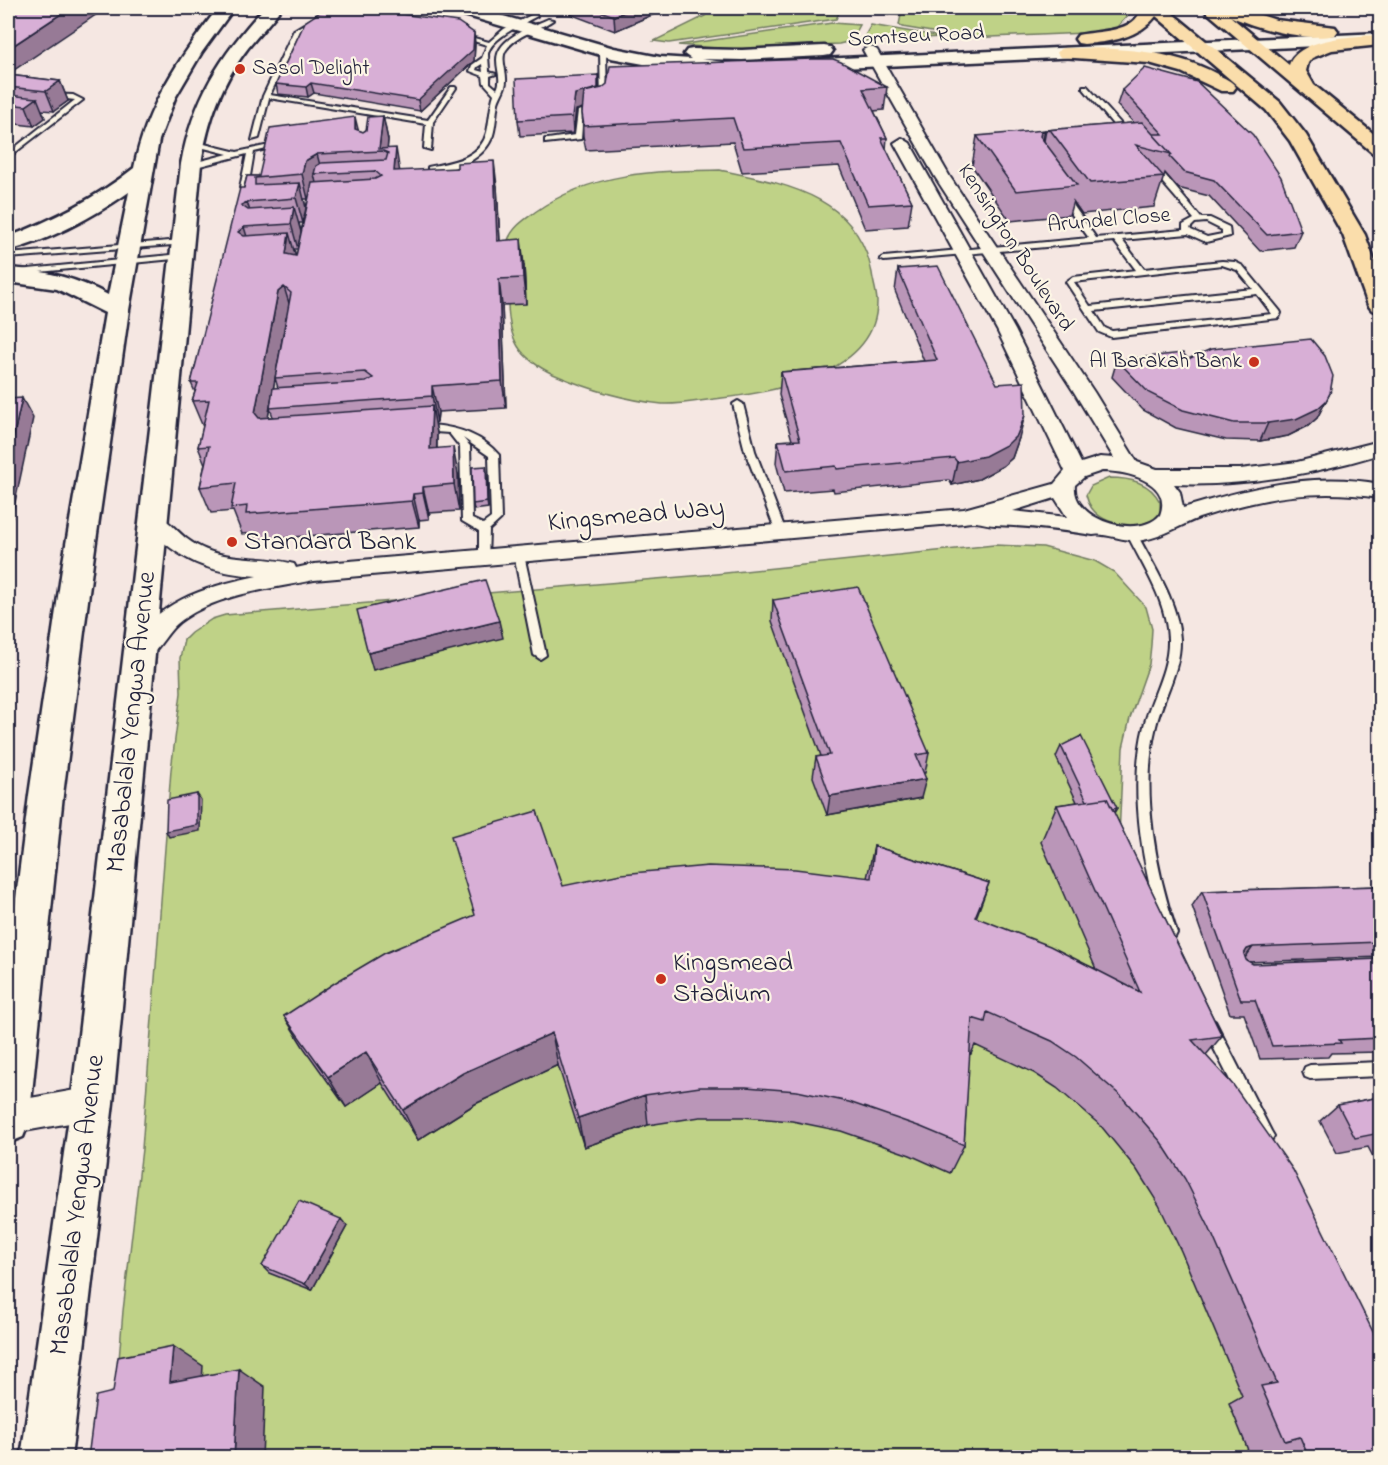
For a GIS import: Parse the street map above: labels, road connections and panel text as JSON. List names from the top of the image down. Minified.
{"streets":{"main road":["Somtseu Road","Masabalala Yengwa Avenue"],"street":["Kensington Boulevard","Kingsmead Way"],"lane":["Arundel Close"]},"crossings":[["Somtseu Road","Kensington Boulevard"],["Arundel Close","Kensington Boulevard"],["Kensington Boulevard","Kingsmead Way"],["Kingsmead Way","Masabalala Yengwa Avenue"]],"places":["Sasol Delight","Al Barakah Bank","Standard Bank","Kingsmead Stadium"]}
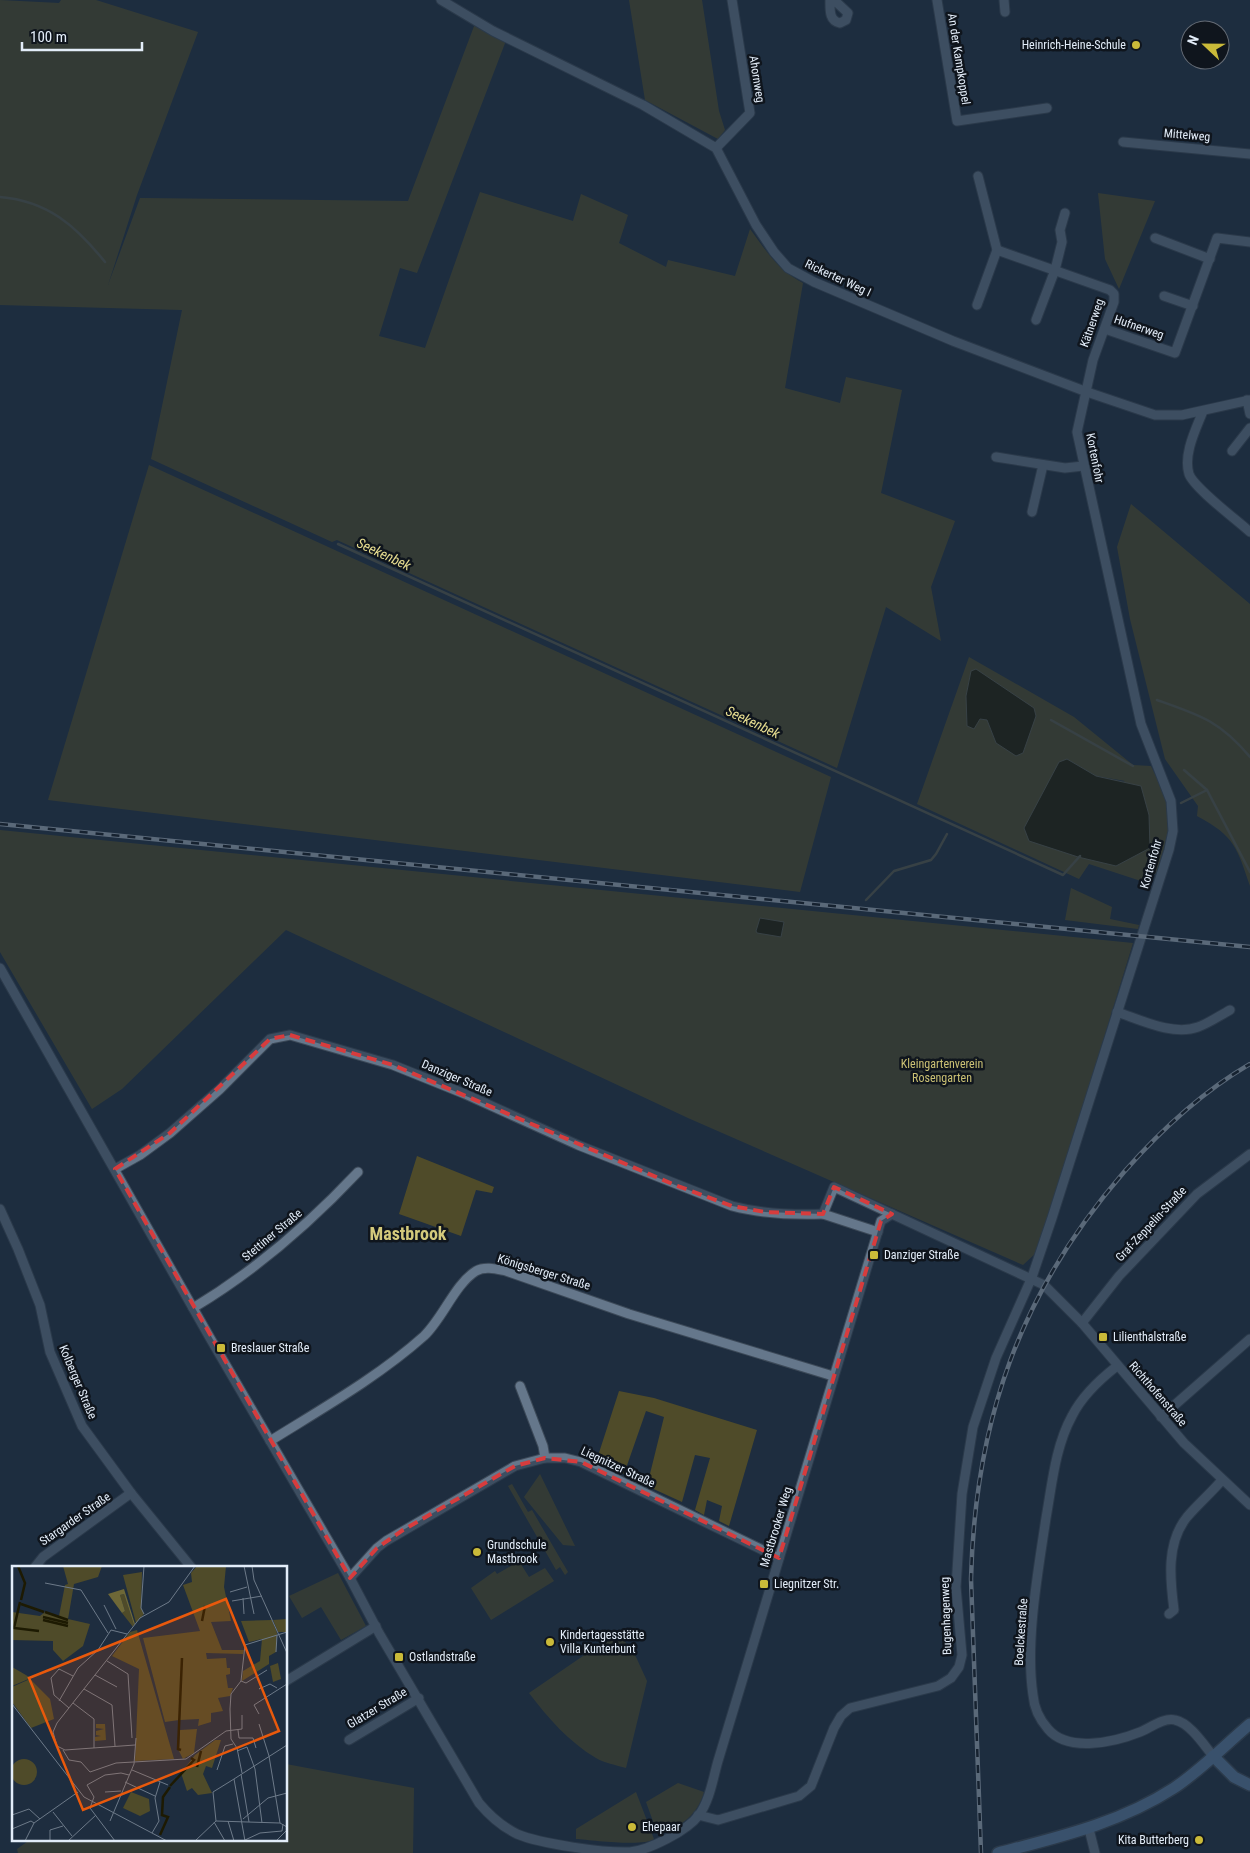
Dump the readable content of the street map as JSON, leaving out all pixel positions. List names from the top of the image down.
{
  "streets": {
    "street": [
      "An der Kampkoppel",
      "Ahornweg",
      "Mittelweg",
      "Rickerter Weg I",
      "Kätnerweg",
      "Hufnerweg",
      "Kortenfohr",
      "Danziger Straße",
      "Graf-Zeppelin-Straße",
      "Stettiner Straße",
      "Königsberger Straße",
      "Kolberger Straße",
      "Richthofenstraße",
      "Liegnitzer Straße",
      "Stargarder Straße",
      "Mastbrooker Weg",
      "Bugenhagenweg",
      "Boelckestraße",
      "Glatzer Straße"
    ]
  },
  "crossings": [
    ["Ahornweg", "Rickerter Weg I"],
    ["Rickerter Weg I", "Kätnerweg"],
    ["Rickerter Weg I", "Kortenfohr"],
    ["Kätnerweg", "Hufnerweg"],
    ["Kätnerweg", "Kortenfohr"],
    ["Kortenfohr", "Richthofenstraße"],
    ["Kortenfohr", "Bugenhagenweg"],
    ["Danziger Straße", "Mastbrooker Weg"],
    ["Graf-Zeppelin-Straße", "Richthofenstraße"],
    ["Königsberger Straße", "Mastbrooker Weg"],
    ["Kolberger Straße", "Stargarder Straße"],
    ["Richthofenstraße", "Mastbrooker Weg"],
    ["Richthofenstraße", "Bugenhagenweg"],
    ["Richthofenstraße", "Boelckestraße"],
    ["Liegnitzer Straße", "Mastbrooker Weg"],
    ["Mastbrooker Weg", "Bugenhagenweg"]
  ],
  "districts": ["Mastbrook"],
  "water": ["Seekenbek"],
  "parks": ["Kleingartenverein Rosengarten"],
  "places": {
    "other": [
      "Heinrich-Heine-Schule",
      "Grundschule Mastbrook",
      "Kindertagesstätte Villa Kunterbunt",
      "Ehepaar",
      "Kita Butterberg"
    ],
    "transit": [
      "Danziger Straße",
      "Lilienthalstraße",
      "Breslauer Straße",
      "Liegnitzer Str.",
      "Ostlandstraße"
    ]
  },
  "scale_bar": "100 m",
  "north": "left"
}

ABOUT THIS TASK
Copy out each line of the records where the word "Stargarder" appears.

WRITTEN REPLY
      "Stargarder Straße",
    ["Kolberger Straße", "Stargarder Straße"],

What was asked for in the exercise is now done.